Nostalgia flowed at the Culver’s open mic, which was also a fundraiser for the 16th Street’s 10th season.

“I got out of work at the mail-order house at Roosevelt and Cicero about 3 o’clock and my car was buried,” said Helen Clarke.

After a few drinks at the bar across the street, Campbell and her colleagues were able to uncover their cars with help from a maintenance worker.

“I finally was able to drive home, about 11 p.m. and around 38th and East I finally slid into a stop sign a block away from my house.”

Neighbors got together to socialize, she said.

“We walked over to Harlem and Ogden, to the White Castle. That was open.”

The city was still reeling from the Jan. 16 blaze that destroyed the first Chicago convention site, McCormick Center, the “long white box on the lakefront” built in 1960. Chicago firefighters struggling in the cold found hydrants were disconnected. The roof of the building collapsed; fire consumed exhibits for the annual Housewares Show and a janitor died.

On television, over the snow days, homebound Chicagoans learned the sad news of the death of three Apollo 1 astronauts, killed when a fire broke out in the capsule, during a launch rehearsal at Cape Kennedy.

But for children, the storm and the days of snow were magical. Open mic participants remembered walking across drifts on parked cars and sledding in the middle of the street.
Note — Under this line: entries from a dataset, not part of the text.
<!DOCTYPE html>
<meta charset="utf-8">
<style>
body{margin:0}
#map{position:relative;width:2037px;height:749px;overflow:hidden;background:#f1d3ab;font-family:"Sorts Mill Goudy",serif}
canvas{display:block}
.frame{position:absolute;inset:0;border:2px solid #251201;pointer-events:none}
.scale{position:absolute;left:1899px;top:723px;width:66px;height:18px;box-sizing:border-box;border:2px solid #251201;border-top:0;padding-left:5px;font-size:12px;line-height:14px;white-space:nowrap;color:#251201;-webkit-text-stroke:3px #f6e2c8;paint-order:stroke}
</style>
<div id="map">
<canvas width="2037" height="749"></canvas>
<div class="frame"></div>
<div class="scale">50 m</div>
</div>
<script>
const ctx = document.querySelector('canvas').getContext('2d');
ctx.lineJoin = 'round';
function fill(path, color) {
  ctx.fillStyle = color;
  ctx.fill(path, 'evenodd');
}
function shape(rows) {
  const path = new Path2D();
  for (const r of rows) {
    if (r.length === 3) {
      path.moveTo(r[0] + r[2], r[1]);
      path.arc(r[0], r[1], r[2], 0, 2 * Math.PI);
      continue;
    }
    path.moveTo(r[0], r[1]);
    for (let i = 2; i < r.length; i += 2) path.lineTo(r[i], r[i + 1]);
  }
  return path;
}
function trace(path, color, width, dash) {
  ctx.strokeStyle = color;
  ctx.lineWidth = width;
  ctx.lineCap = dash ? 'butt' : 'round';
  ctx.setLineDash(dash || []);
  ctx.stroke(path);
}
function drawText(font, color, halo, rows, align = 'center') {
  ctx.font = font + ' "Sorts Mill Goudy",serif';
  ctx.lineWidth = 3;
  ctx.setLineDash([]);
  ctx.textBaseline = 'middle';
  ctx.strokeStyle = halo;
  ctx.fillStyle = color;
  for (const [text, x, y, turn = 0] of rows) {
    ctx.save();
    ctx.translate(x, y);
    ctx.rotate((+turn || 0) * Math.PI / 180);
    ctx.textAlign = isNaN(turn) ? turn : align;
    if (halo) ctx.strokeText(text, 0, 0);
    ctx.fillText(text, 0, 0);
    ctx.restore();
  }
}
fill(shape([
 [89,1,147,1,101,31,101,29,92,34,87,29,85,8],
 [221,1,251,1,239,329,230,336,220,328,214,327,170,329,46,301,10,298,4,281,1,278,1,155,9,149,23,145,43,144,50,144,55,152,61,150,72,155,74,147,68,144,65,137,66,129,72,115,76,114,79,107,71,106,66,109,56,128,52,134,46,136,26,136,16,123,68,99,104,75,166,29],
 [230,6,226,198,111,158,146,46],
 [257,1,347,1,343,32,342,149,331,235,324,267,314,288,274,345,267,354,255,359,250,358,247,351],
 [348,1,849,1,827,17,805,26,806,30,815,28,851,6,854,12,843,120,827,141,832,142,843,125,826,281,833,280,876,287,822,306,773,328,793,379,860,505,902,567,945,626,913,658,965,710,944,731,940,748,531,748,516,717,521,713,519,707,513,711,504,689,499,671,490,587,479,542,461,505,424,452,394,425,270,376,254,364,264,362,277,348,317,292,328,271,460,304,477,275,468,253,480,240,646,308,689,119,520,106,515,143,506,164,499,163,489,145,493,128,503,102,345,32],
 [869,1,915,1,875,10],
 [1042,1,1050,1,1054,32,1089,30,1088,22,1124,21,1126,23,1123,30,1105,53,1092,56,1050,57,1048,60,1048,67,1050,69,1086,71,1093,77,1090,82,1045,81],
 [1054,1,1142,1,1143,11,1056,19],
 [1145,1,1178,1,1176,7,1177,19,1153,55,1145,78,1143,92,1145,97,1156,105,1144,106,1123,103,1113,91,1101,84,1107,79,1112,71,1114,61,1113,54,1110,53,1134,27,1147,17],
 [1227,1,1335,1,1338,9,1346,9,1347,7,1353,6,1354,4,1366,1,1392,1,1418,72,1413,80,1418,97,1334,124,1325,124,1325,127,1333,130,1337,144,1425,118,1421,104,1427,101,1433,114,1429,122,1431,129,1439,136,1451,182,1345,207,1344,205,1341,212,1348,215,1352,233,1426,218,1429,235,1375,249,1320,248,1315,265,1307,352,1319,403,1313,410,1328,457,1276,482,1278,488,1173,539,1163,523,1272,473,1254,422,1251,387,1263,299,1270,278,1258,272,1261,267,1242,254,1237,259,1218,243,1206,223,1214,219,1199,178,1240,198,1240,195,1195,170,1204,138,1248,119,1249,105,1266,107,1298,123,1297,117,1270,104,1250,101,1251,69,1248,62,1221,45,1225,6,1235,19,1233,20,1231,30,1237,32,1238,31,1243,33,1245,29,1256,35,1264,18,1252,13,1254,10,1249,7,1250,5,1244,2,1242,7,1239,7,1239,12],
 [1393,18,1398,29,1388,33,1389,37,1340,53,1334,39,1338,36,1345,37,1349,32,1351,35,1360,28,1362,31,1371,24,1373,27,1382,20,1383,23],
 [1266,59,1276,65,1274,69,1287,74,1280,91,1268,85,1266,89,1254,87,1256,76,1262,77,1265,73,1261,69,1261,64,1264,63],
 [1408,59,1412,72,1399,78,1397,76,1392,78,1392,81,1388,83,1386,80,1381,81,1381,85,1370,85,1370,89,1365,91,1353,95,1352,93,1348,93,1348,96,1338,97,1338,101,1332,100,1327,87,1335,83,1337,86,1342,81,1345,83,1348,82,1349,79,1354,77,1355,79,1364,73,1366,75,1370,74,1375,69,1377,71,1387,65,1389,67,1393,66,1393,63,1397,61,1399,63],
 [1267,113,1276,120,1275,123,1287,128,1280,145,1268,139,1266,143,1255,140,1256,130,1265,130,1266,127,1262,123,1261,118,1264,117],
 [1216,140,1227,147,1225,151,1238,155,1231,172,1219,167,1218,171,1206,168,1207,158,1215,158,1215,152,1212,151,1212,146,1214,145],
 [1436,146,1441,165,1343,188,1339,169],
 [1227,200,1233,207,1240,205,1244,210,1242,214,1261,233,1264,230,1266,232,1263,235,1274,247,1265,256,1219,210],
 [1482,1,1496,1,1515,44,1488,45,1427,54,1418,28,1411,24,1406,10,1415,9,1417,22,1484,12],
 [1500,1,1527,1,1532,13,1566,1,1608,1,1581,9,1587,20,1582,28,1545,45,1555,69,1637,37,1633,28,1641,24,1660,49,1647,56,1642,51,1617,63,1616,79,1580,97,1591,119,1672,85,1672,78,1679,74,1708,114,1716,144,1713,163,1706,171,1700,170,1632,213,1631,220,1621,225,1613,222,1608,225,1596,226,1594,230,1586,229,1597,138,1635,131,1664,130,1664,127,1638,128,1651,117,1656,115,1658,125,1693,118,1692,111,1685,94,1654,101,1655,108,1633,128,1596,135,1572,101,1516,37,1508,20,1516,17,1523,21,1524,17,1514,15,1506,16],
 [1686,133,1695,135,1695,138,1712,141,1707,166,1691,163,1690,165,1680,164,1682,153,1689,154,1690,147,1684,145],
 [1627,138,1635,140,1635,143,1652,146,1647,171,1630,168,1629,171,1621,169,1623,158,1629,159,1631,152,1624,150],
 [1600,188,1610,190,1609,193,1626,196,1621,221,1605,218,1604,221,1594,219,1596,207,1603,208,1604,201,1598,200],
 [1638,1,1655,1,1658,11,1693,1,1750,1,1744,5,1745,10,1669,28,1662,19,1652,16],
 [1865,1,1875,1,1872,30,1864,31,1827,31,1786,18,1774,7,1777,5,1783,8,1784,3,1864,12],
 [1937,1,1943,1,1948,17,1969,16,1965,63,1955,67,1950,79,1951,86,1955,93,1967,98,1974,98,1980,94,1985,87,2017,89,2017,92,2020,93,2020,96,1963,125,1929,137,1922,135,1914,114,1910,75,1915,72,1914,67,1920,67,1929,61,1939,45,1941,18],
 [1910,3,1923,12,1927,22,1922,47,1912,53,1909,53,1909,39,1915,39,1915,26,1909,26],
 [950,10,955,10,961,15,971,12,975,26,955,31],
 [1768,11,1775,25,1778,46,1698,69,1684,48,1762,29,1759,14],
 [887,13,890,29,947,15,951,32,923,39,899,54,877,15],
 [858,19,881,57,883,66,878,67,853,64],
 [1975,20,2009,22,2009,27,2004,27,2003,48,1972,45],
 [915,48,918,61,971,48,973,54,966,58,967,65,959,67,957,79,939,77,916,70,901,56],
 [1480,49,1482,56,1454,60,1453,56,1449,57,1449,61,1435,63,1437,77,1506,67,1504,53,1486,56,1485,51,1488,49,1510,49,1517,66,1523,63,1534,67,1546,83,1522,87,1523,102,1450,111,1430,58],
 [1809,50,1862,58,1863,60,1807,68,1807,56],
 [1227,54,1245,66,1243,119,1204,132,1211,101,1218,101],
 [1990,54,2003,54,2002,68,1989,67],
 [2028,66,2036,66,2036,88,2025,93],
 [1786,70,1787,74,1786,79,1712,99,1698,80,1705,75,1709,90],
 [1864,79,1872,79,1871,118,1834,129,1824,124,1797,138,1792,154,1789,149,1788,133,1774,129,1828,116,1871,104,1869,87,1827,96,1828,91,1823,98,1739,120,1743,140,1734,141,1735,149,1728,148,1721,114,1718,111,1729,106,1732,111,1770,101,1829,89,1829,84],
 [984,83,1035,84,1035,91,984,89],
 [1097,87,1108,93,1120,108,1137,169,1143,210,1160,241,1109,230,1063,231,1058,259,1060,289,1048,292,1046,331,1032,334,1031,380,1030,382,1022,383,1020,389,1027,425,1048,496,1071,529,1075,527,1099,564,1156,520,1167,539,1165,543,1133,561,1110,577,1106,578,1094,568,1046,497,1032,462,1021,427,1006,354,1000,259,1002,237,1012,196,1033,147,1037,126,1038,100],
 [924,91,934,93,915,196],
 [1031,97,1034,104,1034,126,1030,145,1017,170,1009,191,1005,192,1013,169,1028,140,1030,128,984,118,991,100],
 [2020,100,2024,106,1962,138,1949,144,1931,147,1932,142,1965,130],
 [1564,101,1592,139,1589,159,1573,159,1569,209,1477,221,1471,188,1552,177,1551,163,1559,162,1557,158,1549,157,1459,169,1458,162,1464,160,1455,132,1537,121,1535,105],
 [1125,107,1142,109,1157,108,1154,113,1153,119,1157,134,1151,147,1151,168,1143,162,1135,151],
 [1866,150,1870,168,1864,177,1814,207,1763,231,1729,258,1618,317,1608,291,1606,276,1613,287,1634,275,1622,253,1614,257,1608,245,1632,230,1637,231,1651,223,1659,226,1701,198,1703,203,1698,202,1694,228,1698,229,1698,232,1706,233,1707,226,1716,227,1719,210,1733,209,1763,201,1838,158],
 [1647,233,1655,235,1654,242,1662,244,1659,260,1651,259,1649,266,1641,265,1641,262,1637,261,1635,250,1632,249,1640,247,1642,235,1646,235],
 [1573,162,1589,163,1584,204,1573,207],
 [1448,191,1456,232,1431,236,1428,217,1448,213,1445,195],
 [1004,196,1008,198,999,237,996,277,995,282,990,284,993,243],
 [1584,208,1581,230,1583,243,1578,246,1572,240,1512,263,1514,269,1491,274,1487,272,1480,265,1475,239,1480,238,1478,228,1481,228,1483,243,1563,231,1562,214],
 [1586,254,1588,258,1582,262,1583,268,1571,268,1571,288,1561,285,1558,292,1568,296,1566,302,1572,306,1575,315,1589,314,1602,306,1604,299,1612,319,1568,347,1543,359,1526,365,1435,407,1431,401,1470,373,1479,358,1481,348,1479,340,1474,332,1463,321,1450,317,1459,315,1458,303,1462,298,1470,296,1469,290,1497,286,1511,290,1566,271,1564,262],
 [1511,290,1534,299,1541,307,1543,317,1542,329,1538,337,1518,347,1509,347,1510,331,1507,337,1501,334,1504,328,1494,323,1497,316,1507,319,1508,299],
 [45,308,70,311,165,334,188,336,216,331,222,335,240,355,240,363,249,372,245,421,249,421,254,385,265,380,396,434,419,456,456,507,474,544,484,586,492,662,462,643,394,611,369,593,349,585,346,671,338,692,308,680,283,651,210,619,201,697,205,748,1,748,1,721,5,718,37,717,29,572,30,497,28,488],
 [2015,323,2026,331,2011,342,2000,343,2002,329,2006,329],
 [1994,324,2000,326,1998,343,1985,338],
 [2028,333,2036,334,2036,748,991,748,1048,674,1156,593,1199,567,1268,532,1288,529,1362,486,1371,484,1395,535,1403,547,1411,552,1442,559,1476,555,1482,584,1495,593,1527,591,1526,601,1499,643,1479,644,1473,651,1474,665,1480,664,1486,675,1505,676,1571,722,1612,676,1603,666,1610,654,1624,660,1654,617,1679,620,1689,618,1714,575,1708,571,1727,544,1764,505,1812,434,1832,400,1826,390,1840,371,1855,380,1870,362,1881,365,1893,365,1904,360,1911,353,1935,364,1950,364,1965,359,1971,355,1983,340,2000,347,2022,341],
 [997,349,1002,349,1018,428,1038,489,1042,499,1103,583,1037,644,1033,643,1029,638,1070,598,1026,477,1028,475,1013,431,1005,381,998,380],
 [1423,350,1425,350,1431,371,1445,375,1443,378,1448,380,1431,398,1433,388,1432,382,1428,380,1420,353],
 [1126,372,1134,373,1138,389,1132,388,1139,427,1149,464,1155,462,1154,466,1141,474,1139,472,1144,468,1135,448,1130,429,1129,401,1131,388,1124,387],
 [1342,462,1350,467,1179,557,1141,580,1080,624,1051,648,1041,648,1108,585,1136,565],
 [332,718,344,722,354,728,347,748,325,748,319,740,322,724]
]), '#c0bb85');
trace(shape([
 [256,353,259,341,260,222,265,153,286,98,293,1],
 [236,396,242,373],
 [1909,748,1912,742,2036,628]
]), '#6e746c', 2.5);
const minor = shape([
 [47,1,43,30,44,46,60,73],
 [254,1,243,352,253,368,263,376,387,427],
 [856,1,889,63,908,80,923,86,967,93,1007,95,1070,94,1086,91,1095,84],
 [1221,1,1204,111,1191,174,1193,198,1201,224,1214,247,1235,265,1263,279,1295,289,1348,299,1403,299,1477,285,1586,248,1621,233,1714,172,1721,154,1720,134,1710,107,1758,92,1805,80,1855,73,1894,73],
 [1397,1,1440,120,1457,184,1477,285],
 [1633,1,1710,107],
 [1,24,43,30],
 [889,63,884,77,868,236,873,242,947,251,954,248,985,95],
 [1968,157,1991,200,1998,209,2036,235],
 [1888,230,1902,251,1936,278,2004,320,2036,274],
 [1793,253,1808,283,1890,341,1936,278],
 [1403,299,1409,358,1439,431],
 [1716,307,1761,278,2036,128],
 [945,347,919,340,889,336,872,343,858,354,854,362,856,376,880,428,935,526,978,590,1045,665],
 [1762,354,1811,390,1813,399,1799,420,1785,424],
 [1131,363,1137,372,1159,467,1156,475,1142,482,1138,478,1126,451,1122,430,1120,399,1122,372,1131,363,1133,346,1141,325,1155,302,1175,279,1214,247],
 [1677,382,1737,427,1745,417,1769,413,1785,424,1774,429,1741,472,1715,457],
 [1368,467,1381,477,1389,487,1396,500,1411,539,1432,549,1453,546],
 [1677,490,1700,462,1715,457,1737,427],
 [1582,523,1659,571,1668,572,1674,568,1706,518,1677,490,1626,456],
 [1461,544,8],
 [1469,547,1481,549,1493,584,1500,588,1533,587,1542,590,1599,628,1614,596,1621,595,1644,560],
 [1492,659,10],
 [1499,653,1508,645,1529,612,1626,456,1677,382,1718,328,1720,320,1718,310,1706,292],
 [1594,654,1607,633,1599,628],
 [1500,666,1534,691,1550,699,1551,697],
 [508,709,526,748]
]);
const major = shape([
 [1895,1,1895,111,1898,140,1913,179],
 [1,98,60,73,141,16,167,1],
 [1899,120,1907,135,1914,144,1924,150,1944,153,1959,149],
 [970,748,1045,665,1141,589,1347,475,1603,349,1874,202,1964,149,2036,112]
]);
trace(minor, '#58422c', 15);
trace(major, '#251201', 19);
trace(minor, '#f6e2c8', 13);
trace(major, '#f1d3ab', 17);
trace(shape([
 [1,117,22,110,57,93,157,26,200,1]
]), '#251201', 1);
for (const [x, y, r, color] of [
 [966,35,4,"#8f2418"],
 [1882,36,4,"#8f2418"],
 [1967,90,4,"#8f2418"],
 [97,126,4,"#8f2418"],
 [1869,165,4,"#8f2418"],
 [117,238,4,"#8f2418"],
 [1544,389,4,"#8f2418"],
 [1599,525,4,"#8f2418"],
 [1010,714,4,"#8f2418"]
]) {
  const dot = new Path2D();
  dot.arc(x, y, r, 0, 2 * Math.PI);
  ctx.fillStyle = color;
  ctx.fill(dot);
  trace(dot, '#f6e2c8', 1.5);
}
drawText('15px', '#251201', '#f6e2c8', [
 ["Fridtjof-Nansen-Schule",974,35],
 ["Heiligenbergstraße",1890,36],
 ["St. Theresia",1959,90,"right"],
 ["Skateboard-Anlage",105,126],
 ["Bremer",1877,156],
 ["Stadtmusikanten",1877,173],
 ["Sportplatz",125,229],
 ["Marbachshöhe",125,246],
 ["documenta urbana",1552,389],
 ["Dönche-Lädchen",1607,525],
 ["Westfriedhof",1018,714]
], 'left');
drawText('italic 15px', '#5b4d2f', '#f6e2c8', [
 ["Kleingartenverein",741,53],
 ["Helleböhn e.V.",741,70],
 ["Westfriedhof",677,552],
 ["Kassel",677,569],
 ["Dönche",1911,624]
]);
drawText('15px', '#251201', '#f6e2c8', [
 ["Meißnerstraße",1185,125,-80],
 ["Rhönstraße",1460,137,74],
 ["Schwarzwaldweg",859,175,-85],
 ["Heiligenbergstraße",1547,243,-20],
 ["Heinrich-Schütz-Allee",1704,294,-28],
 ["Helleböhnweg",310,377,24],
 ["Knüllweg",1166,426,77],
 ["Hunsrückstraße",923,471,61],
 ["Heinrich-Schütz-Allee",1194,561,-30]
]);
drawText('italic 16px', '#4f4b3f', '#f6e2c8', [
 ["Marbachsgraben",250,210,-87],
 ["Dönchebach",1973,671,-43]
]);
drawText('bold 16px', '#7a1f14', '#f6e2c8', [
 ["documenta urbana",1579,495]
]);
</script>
“It was a 12-year-old’s dream,” said Diane Mastny, who grew up on the West Side of Chicago. “I got to go walking with my dad up and down streets where you couldn’t normally walk, like Laramie Avenue where huge CTA buses were just stranded and abandoned.”

“ I just remember the silence,” said Michael. The quiet snowscape was a contrast from the noise from the traffic and electric trolley buses near his home at 25th and Kedzie Avenue. “With the drifted snow on buses and cars it was like being on another planet. No traffic, no buses that were usually so noisy. It was so quiet and tranquil.”

Postcard of McCormick Center destroyed by fire in January 1967 (Photo courtesy of Patrick Murfin)

“We were lucky guys growing up in Burbank, then unincorporated Cook County,” said Mike Katcher, a health inspector visiting the Culver’s, who jumped in to share his memories.

“We were always outside and we were always looking for snow.”

Ten friends spent the blizzard weekend climbing the high drifts to the roof of their school and jumping off.

“It was pretty awesome to jump down through the drifts,” he said.

A trip to the airport to go back to college was abandoned, said a woman named Jean. “My boyfriend, whom my father detested, offered to drive me to the airport,” she said. As the two abandoned the trip, she noticed snow-plowing garbage trucks with “the blades hanging sideways on the highway coming out of the airport,” she said. “I thought my father had been angry before, but when he found out I wasn’t getting home, he was furious,” she said.

Trapped with the boyfriend’s family for five days, she said the television weatherman looked more and more bedraggled as the storm wore on.

“I was snowbound with my boyfriend for five days and [at the end] we never wanted to see each other again.”